Assigned task:
Search the data for the string "place" and copy each line where it turns up.

----- Working data

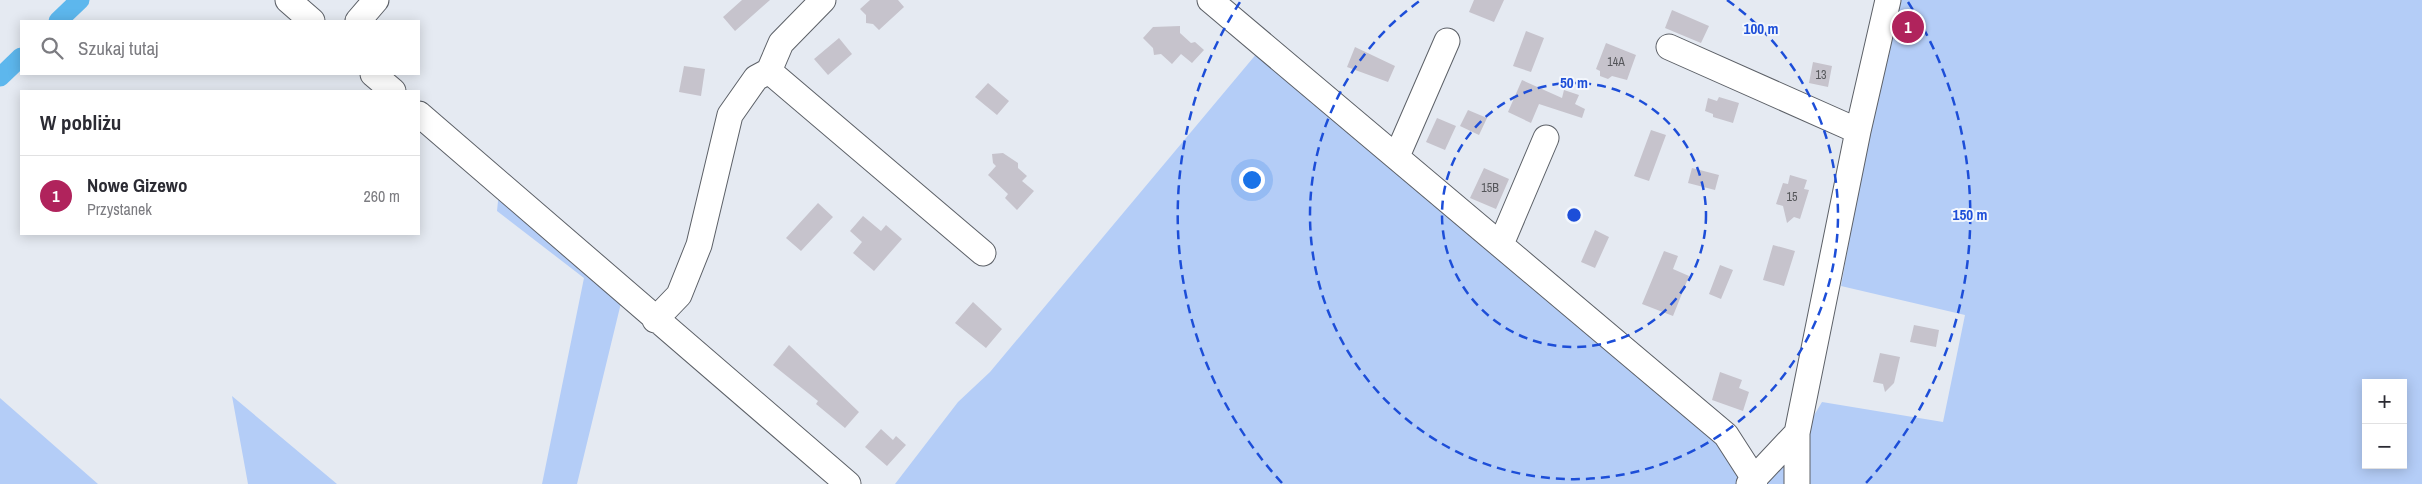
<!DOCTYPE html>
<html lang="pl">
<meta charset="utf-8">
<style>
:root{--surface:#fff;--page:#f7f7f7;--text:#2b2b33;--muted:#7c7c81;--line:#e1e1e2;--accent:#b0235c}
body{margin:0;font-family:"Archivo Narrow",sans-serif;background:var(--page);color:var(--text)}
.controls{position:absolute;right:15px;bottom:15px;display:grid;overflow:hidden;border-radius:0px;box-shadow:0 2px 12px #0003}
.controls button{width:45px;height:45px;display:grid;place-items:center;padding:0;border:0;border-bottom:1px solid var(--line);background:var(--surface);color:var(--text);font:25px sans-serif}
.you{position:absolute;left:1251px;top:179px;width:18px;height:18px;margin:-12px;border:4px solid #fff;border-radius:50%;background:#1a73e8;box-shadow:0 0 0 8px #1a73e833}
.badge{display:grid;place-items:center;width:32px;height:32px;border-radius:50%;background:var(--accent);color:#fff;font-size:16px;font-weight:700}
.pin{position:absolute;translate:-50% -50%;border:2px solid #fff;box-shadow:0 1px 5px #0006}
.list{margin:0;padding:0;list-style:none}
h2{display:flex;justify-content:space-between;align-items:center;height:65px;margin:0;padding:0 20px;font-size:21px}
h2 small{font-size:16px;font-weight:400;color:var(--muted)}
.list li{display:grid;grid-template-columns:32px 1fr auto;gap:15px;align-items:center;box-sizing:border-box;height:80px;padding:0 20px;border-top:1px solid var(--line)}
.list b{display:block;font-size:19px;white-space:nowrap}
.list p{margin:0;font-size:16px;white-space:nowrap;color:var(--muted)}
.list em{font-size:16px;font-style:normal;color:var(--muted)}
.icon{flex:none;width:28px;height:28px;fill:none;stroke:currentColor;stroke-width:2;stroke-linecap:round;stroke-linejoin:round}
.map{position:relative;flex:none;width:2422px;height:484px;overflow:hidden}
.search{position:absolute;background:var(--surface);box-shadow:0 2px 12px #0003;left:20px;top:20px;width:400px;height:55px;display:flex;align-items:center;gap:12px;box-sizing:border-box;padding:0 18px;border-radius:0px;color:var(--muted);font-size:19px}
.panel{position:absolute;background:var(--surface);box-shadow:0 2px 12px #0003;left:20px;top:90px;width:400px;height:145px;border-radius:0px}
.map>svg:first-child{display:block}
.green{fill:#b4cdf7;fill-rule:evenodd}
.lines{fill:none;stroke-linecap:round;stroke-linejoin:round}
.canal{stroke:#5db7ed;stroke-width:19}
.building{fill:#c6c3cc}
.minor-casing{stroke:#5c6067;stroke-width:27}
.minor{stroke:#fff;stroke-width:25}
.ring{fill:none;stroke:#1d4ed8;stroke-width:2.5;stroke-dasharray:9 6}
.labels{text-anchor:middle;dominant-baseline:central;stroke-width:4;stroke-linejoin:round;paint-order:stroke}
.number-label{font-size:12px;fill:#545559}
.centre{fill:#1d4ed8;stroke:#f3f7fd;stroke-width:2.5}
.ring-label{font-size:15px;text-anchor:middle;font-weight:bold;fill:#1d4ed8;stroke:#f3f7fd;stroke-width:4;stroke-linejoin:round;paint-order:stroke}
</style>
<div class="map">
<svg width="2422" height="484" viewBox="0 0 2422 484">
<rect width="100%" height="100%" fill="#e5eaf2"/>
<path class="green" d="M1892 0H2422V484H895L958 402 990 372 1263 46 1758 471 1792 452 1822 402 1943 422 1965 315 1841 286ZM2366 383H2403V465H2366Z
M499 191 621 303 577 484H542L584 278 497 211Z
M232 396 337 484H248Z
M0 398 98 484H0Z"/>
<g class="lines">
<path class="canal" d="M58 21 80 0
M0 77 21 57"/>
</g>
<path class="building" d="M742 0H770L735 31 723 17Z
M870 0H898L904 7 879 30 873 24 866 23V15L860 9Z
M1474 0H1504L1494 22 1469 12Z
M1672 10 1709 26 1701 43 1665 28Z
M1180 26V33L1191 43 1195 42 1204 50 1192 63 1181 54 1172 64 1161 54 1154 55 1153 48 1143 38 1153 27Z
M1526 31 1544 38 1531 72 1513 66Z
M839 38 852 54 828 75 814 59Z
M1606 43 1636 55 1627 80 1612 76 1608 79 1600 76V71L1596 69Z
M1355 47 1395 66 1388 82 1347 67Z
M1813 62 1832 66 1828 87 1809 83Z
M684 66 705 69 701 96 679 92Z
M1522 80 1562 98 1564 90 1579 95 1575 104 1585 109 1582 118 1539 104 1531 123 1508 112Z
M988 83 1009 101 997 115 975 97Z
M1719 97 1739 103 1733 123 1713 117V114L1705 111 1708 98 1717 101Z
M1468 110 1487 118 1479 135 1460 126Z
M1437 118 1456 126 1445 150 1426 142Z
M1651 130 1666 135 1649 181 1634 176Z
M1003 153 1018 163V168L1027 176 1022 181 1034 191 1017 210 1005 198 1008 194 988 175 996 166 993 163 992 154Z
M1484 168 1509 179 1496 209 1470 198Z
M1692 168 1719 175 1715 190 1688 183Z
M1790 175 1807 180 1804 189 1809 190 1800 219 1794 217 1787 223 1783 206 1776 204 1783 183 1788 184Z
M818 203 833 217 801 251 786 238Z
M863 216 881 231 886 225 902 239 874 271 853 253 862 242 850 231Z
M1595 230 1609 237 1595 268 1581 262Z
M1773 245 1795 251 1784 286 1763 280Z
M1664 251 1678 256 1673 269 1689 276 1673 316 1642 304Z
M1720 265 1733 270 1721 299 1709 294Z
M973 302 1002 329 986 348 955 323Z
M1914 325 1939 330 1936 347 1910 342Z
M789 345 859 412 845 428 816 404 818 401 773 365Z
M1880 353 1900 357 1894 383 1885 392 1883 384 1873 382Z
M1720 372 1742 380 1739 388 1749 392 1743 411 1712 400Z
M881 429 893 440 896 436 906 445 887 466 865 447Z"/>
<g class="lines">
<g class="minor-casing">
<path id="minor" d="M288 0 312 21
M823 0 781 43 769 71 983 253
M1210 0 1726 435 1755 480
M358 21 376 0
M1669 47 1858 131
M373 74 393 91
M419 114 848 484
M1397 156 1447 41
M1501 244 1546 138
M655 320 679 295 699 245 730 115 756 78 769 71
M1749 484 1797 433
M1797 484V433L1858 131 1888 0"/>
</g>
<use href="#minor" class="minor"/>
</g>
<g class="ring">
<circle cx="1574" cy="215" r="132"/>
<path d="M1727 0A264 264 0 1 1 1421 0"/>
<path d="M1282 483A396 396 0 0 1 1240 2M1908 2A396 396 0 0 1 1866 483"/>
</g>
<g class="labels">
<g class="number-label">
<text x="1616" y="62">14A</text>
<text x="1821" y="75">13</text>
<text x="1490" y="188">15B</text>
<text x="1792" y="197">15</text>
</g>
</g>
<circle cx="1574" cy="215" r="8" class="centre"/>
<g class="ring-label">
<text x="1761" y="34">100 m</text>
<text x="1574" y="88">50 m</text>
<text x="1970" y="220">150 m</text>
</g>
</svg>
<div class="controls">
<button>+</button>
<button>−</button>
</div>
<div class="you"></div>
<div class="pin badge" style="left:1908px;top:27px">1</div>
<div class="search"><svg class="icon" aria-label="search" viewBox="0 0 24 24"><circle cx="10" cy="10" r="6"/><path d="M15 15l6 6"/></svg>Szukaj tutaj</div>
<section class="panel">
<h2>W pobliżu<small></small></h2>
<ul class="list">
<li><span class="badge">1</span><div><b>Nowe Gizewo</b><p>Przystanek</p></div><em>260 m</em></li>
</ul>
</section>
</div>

----------

Result of the exercise:
.controls button{width:45px;height:45px;display:grid;place-items:center;padding:0;border:0;border-bottom:1px solid var(--line);background:var(--surface);color:var(--text);font:25px sans-serif}
.badge{display:grid;place-items:center;width:32px;height:32px;border-radius:50%;background:var(--accent);color:#fff;font-size:16px;font-weight:700}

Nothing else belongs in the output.